Please restate the data that follows, leaving every word in place.

----

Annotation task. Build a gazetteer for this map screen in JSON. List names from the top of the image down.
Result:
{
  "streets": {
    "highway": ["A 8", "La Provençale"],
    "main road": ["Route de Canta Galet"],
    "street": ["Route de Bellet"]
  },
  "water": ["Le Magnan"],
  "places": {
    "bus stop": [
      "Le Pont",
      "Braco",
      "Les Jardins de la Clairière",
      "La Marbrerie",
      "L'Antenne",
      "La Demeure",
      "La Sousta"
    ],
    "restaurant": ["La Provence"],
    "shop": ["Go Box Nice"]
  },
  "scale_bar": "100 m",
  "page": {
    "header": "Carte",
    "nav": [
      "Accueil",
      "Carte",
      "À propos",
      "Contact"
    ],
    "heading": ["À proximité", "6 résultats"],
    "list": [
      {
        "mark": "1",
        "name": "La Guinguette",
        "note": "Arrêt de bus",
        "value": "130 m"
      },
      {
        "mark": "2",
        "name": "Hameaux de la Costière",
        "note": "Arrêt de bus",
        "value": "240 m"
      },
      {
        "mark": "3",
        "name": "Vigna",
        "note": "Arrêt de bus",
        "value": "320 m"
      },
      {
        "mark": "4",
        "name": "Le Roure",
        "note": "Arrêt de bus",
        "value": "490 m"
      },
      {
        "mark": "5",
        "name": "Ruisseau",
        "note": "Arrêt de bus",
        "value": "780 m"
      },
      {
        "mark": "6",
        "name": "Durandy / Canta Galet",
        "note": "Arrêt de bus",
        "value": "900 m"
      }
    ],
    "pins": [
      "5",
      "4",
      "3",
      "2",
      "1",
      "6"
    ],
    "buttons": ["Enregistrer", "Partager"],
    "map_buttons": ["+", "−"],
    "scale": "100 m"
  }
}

----

ANSWER BELOW:
Annotation task. Build a gazetteer for this map screen in JSON. List names from the top of the image down.
Result:
{
  "streets": {
    "highway": ["A 8", "La Provençale"],
    "main road": ["Route de Canta Galet"],
    "street": ["Route de Bellet"]
  },
  "water": ["Le Magnan"],
  "places": {
    "bus stop": [
      "Le Pont",
      "Braco",
      "Les Jardins de la Clairière",
      "La Marbrerie",
      "L'Antenne",
      "La Demeure",
      "La Sousta"
    ],
    "restaurant": ["La Provence"],
    "shop": ["Go Box Nice"]
  },
  "scale_bar": "100 m",
  "page": {
    "header": "Carte",
    "nav": [
      "Accueil",
      "Carte",
      "À propos",
      "Contact"
    ],
    "heading": ["À proximité", "6 résultats"],
    "list": [
      {
        "mark": "1",
        "name": "La Guinguette",
        "note": "Arrêt de bus",
        "value": "130 m"
      },
      {
        "mark": "2",
        "name": "Hameaux de la Costière",
        "note": "Arrêt de bus",
        "value": "240 m"
      },
      {
        "mark": "3",
        "name": "Vigna",
        "note": "Arrêt de bus",
        "value": "320 m"
      },
      {
        "mark": "4",
        "name": "Le Roure",
        "note": "Arrêt de bus",
        "value": "490 m"
      },
      {
        "mark": "5",
        "name": "Ruisseau",
        "note": "Arrêt de bus",
        "value": "780 m"
      },
      {
        "mark": "6",
        "name": "Durandy / Canta Galet",
        "note": "Arrêt de bus",
        "value": "900 m"
      }
    ],
    "pins": [
      "5",
      "4",
      "3",
      "2",
      "1",
      "6"
    ],
    "buttons": ["Enregistrer", "Partager"],
    "map_buttons": ["+", "−"],
    "scale": "100 m"
  }
}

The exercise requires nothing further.